Exercise:
All entries are to be copied exactly, with pictures removed.

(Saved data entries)
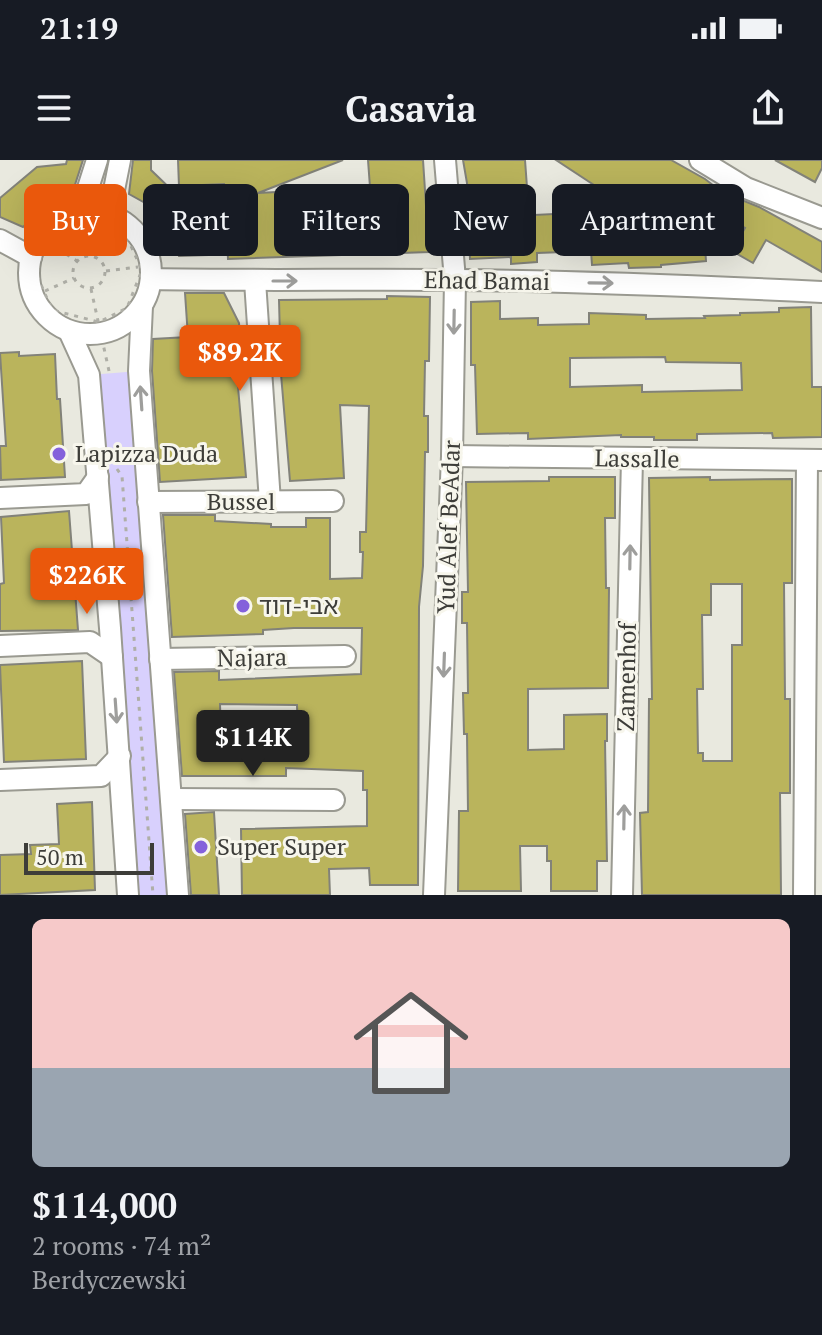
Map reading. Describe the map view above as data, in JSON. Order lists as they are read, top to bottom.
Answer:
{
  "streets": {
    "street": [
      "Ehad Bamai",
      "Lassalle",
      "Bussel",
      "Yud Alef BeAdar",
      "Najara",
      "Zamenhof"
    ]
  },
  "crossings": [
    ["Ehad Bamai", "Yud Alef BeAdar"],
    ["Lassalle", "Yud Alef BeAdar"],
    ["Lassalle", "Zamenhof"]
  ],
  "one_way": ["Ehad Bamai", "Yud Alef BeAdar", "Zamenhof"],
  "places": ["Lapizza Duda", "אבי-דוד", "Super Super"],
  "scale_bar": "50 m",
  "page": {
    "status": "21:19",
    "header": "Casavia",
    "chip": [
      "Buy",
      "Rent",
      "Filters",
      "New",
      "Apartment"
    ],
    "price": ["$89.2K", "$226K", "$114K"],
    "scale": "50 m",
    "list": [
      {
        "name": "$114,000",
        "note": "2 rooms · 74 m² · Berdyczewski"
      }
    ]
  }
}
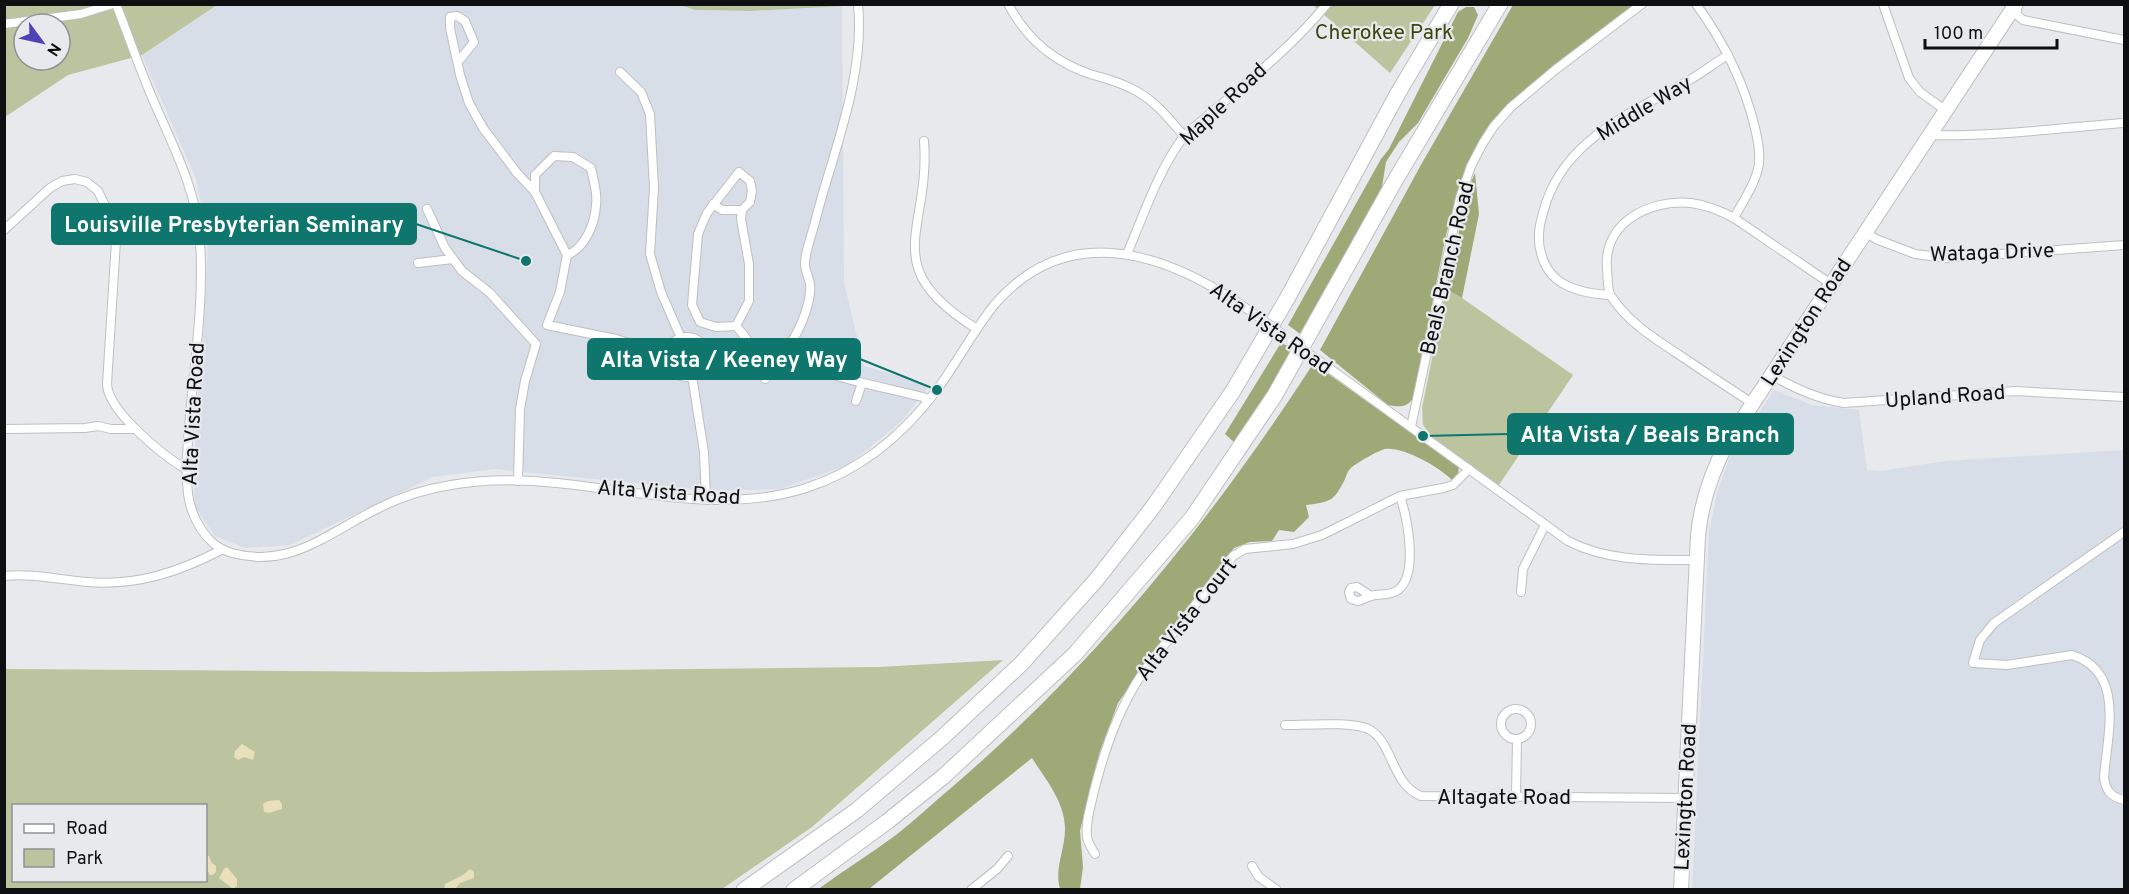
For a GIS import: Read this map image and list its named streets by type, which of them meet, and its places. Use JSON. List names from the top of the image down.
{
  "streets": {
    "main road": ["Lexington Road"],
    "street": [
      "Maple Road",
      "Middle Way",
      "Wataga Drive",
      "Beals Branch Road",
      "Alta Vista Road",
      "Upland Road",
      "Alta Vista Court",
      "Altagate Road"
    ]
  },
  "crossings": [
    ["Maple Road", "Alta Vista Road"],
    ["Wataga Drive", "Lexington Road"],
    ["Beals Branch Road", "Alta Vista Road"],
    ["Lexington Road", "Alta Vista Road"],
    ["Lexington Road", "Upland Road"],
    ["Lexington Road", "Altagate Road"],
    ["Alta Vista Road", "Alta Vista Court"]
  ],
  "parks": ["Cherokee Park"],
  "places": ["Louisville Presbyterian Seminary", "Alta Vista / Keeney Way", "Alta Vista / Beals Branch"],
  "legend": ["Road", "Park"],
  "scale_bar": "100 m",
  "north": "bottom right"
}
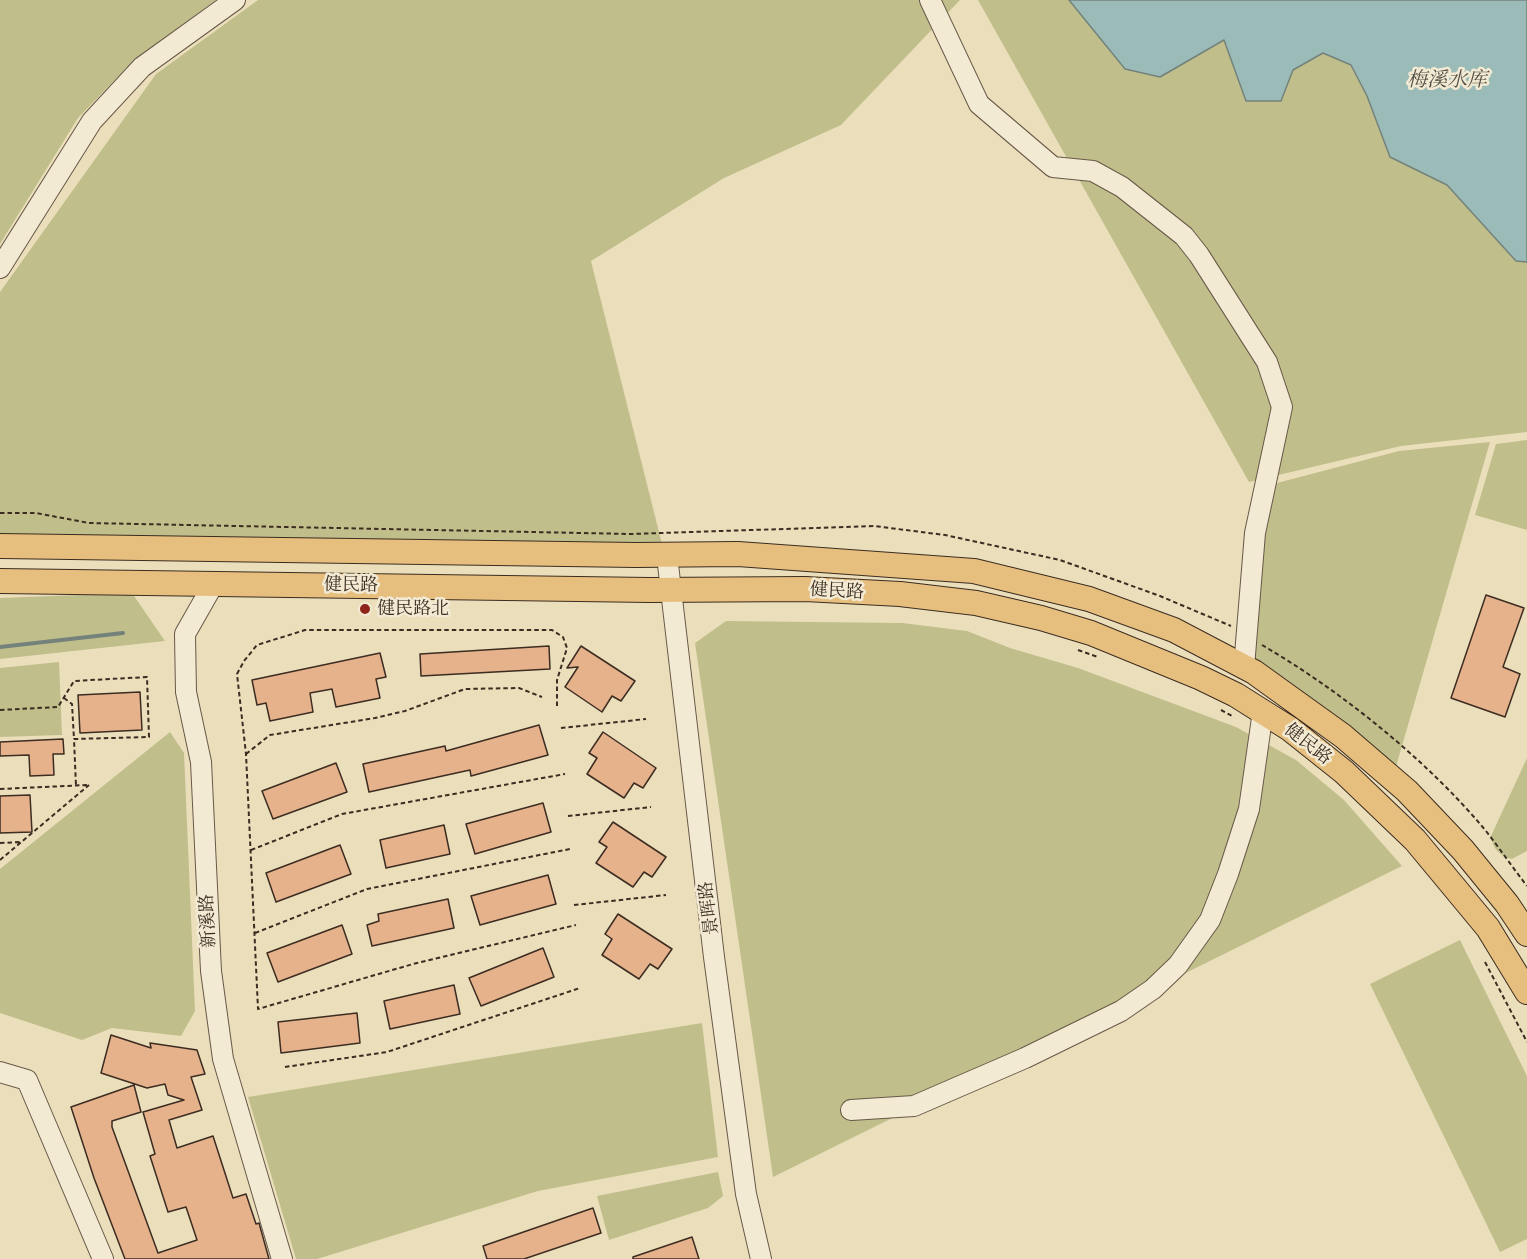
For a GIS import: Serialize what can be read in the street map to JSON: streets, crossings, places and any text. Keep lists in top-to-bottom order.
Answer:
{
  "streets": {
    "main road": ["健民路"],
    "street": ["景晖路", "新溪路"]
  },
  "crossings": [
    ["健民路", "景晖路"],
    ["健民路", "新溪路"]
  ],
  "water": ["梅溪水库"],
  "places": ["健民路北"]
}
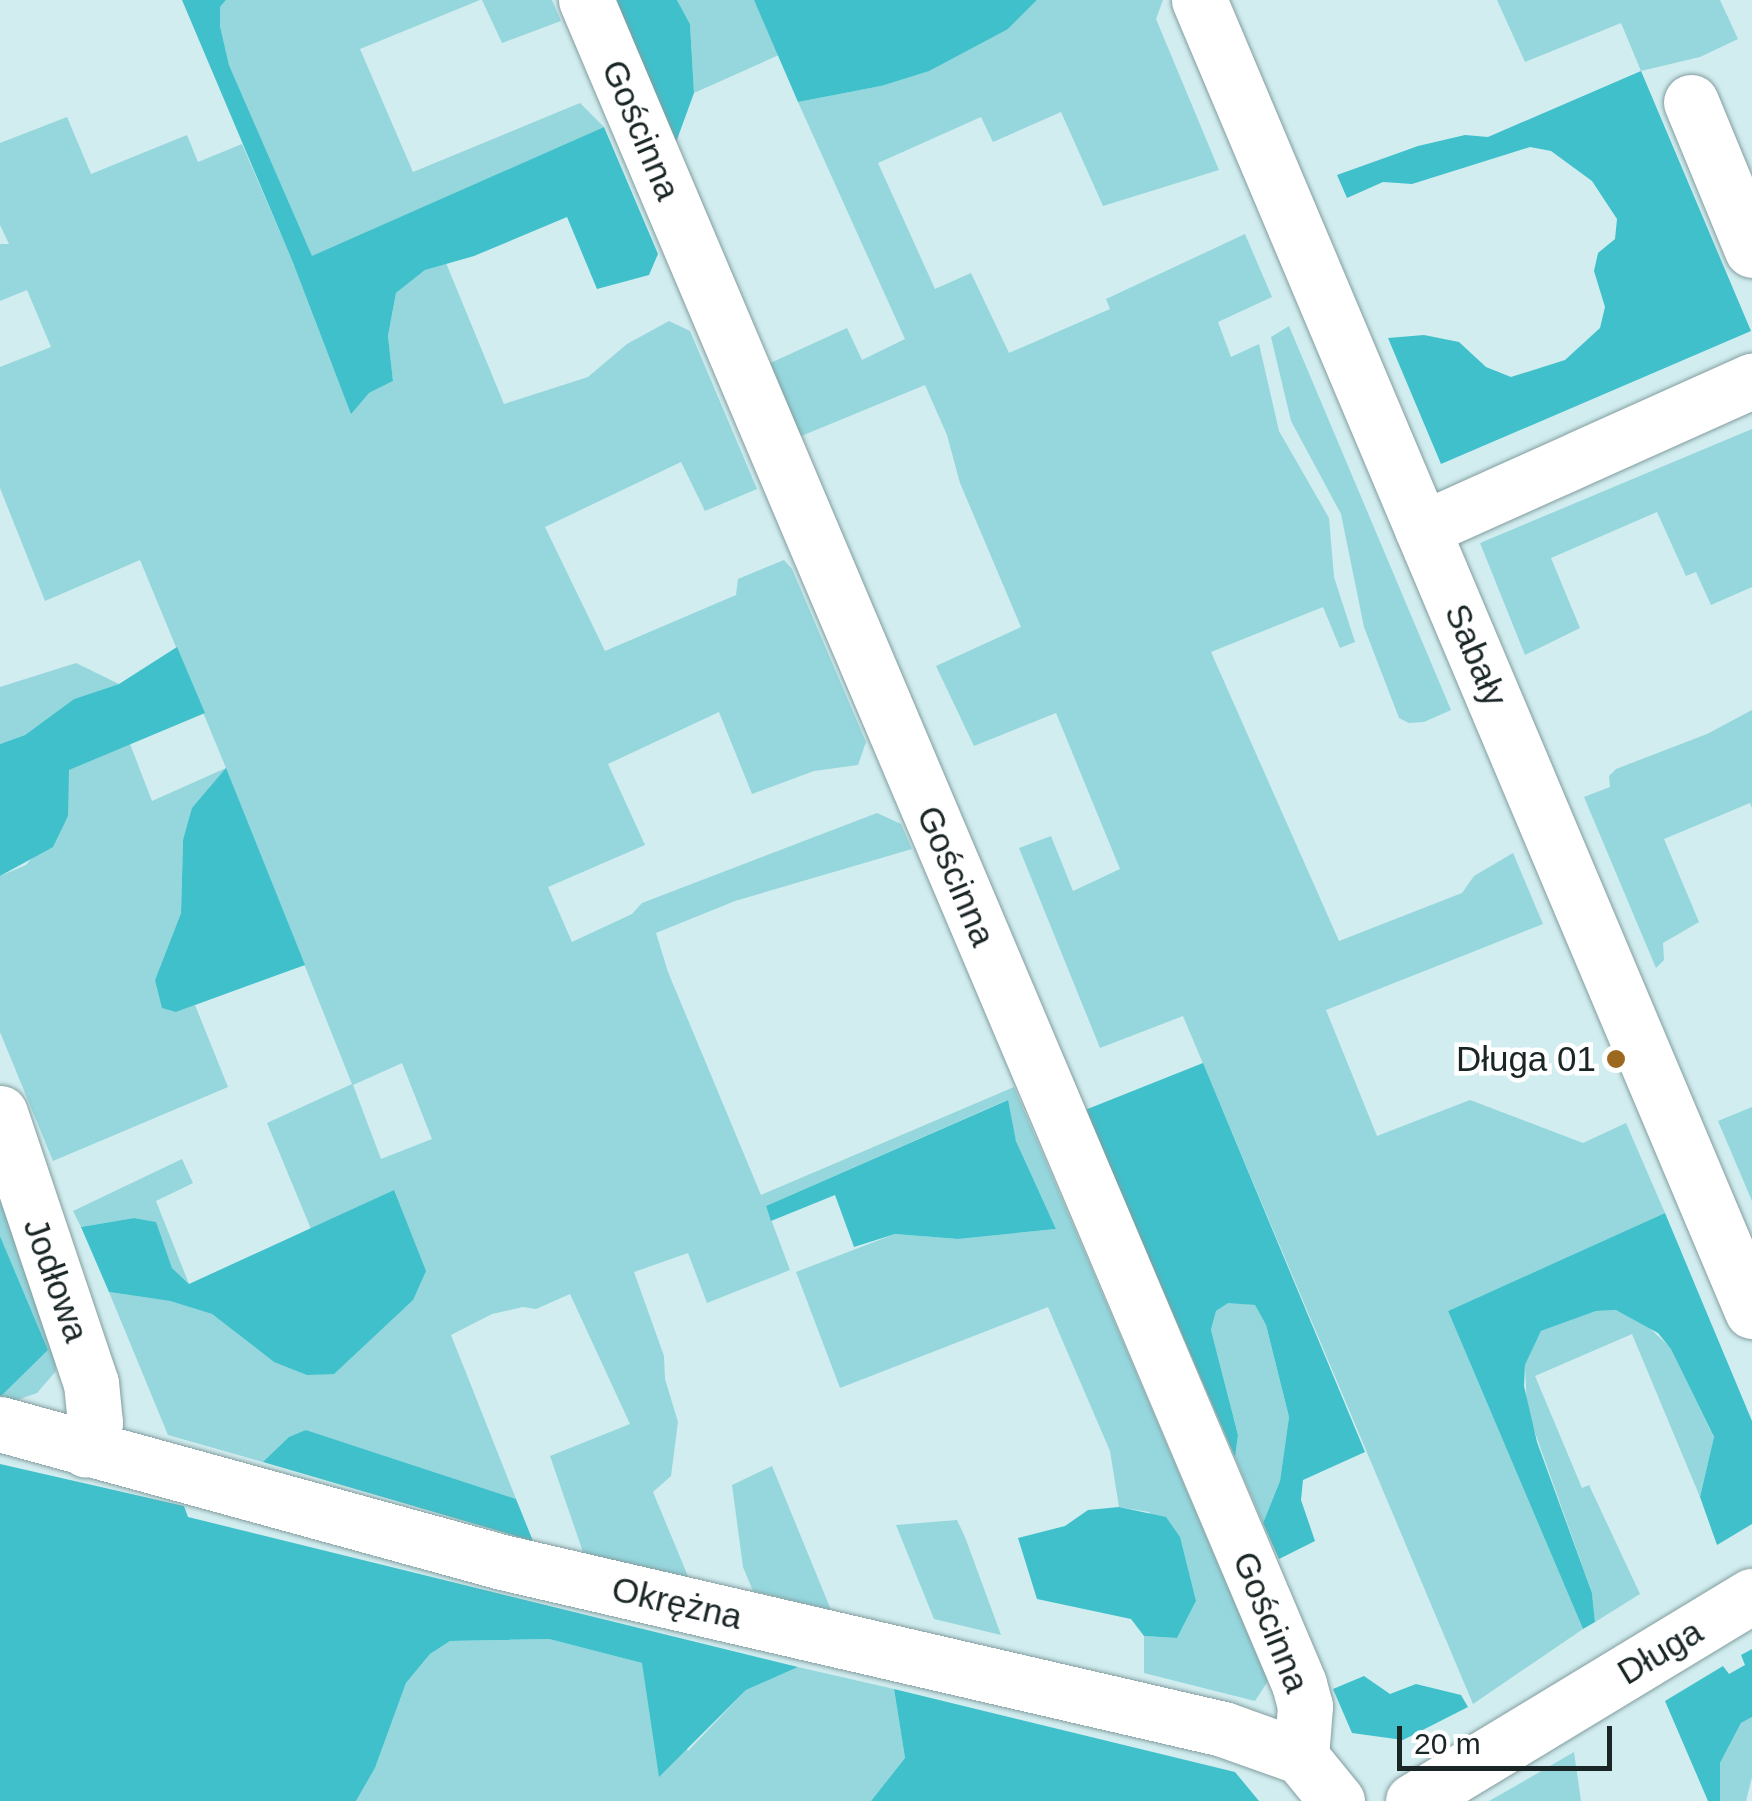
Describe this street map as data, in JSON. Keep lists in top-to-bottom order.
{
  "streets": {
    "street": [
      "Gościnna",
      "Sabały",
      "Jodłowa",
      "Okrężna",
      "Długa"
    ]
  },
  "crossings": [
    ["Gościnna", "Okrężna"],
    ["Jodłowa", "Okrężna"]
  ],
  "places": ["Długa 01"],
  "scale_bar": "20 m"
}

Task result:
Map reading. Describe the map view above as data, in JSON. Order lists as they are read, top to bottom.
Answer:
{
  "streets": {
    "street": [
      "Ehad Bamai",
      "Lassalle",
      "Bussel",
      "Yud Alef BeAdar",
      "Najara",
      "Zamenhof"
    ]
  },
  "crossings": [
    ["Ehad Bamai", "Yud Alef BeAdar"],
    ["Lassalle", "Yud Alef BeAdar"],
    ["Lassalle", "Zamenhof"]
  ],
  "one_way": ["Ehad Bamai", "Yud Alef BeAdar", "Zamenhof"],
  "places": ["Lapizza Duda", "אבי-דוד", "Super Super"],
  "scale_bar": "50 m",
  "page": {
    "status": "21:19",
    "header": "Casavia",
    "chip": [
      "Buy",
      "Rent",
      "Filters",
      "New",
      "Apartment"
    ],
    "price": ["$89.2K", "$226K", "$114K"],
    "scale": "50 m",
    "list": [
      {
        "name": "$114,000",
        "note": "2 rooms · 74 m² · Berdyczewski"
      }
    ]
  }
}
For a GIS import: Read this map image and list its named streets by type, which of them meet, and its places. Use JSON. List names from the top of the image down.
{
  "streets": {
    "main road": ["Lexington Road"],
    "street": [
      "Maple Road",
      "Middle Way",
      "Wataga Drive",
      "Beals Branch Road",
      "Alta Vista Road",
      "Upland Road",
      "Alta Vista Court",
      "Altagate Road"
    ]
  },
  "crossings": [
    ["Maple Road", "Alta Vista Road"],
    ["Wataga Drive", "Lexington Road"],
    ["Beals Branch Road", "Alta Vista Road"],
    ["Lexington Road", "Alta Vista Road"],
    ["Lexington Road", "Upland Road"],
    ["Lexington Road", "Altagate Road"],
    ["Alta Vista Road", "Alta Vista Court"]
  ],
  "parks": ["Cherokee Park"],
  "places": ["Louisville Presbyterian Seminary", "Alta Vista / Keeney Way", "Alta Vista / Beals Branch"],
  "legend": ["Road", "Park"],
  "scale_bar": "100 m",
  "north": "bottom right"
}
For a GIS import: Serialize what can be read in the street map to JSON: streets, crossings, places and any text. Keep lists in top-to-bottom order.
Answer:
{
  "streets": {
    "main road": ["健民路"],
    "street": ["景晖路", "新溪路"]
  },
  "crossings": [
    ["健民路", "景晖路"],
    ["健民路", "新溪路"]
  ],
  "water": ["梅溪水库"],
  "places": ["健民路北"]
}
Describe this street map as data, in JSON. Keep lists in top-to-bottom order.
{
  "streets": {
    "street": [
      "Gościnna",
      "Sabały",
      "Jodłowa",
      "Okrężna",
      "Długa"
    ]
  },
  "crossings": [
    ["Gościnna", "Okrężna"],
    ["Jodłowa", "Okrężna"]
  ],
  "places": ["Długa 01"],
  "scale_bar": "20 m"
}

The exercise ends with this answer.